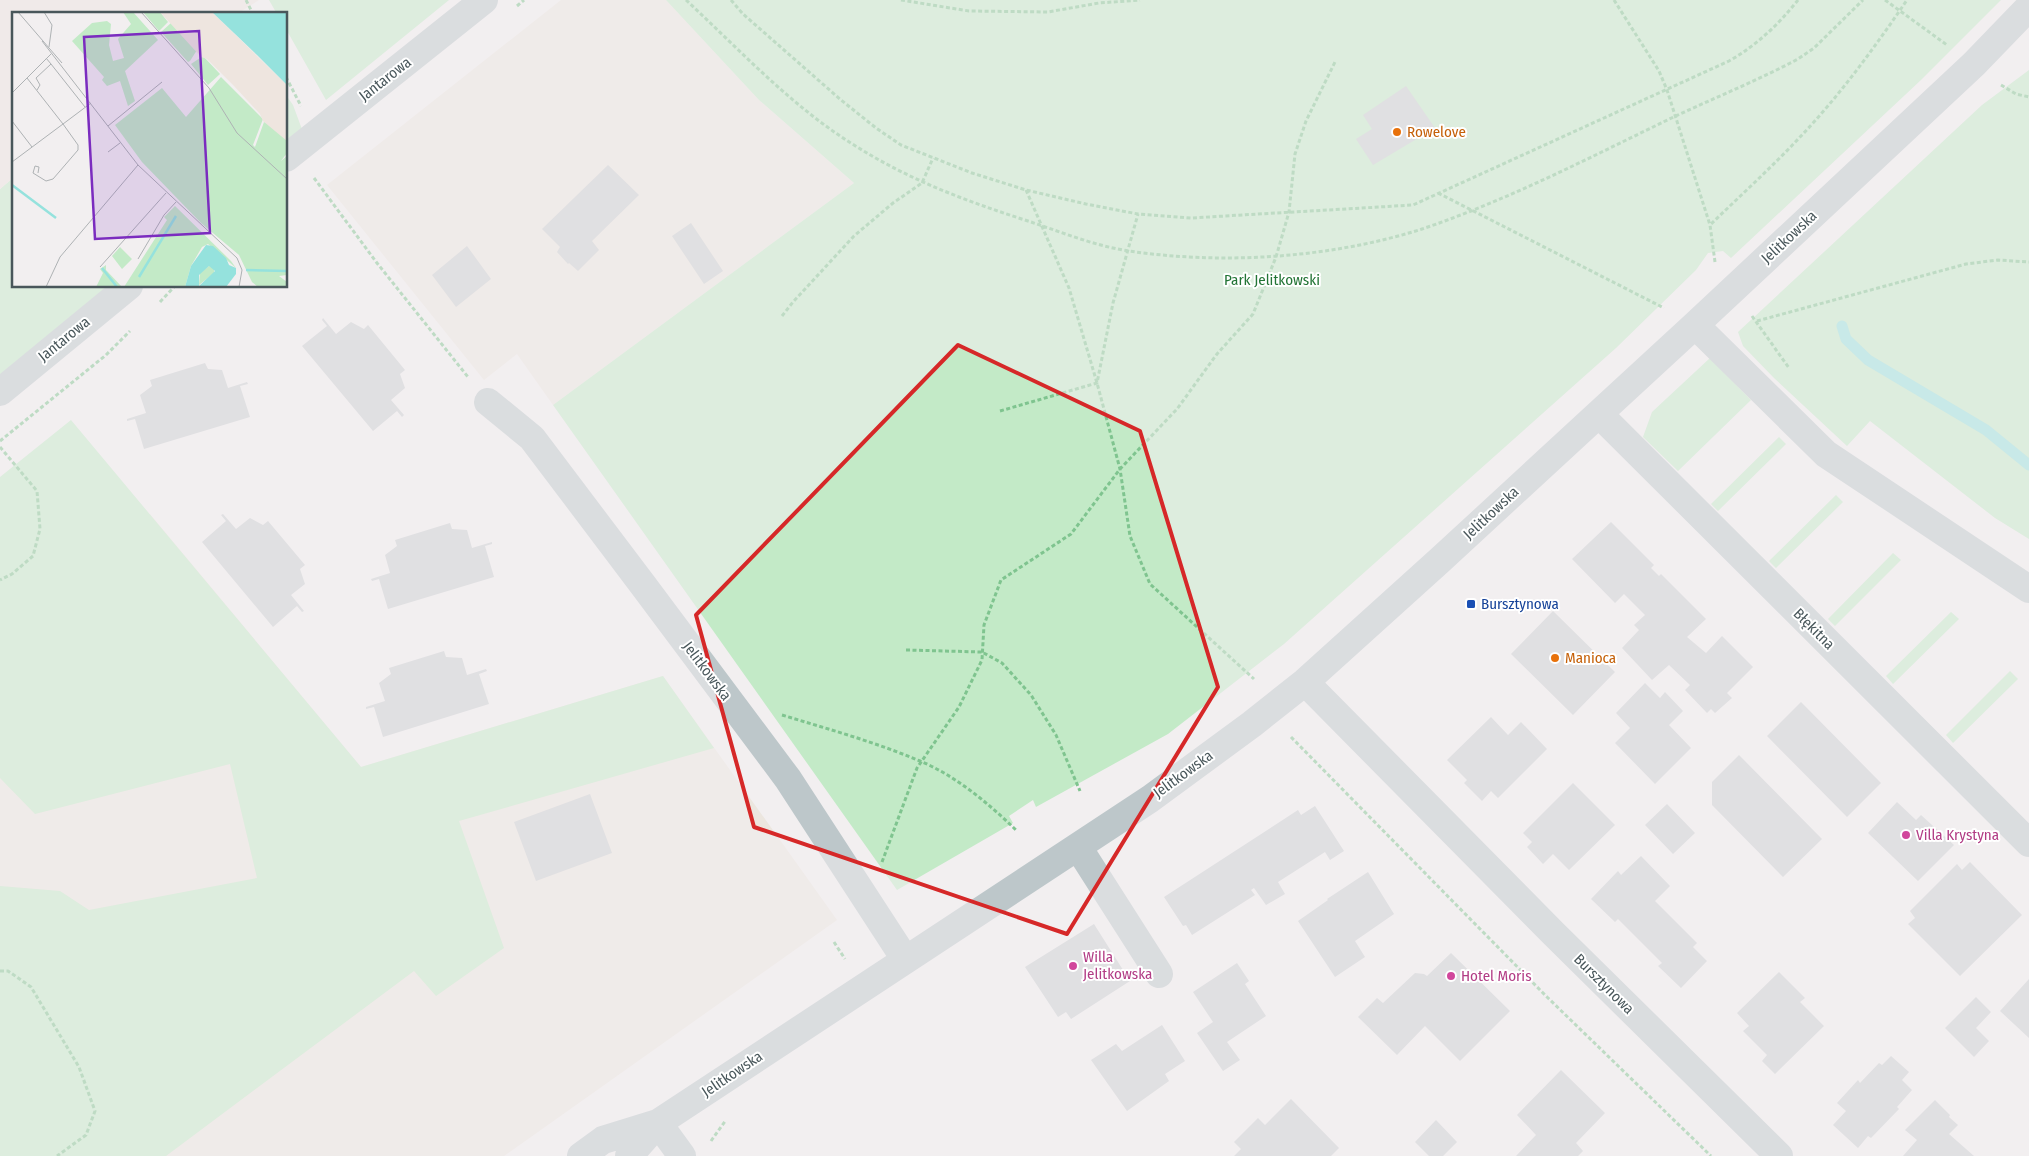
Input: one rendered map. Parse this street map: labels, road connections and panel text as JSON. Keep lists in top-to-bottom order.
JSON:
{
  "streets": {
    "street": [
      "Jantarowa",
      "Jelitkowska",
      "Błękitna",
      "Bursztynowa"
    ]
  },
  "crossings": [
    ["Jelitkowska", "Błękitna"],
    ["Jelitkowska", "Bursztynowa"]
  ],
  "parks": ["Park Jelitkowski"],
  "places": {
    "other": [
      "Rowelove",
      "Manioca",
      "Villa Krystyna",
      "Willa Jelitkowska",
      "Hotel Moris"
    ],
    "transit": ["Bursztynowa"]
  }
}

▶ _WHAT NEEDS TO BE DONE_: Please retype the listing in full, exactly as given, and skip every image.

▶ _RESULT OF THE EXERCISE_:
Input: one rendered map. Parse this street map: labels, road connections and panel text as JSON. Keep lists in top-to-bottom order.
JSON:
{
  "streets": {
    "street": [
      "Jantarowa",
      "Jelitkowska",
      "Błękitna",
      "Bursztynowa"
    ]
  },
  "crossings": [
    ["Jelitkowska", "Błękitna"],
    ["Jelitkowska", "Bursztynowa"]
  ],
  "parks": ["Park Jelitkowski"],
  "places": {
    "other": [
      "Rowelove",
      "Manioca",
      "Villa Krystyna",
      "Willa Jelitkowska",
      "Hotel Moris"
    ],
    "transit": ["Bursztynowa"]
  }
}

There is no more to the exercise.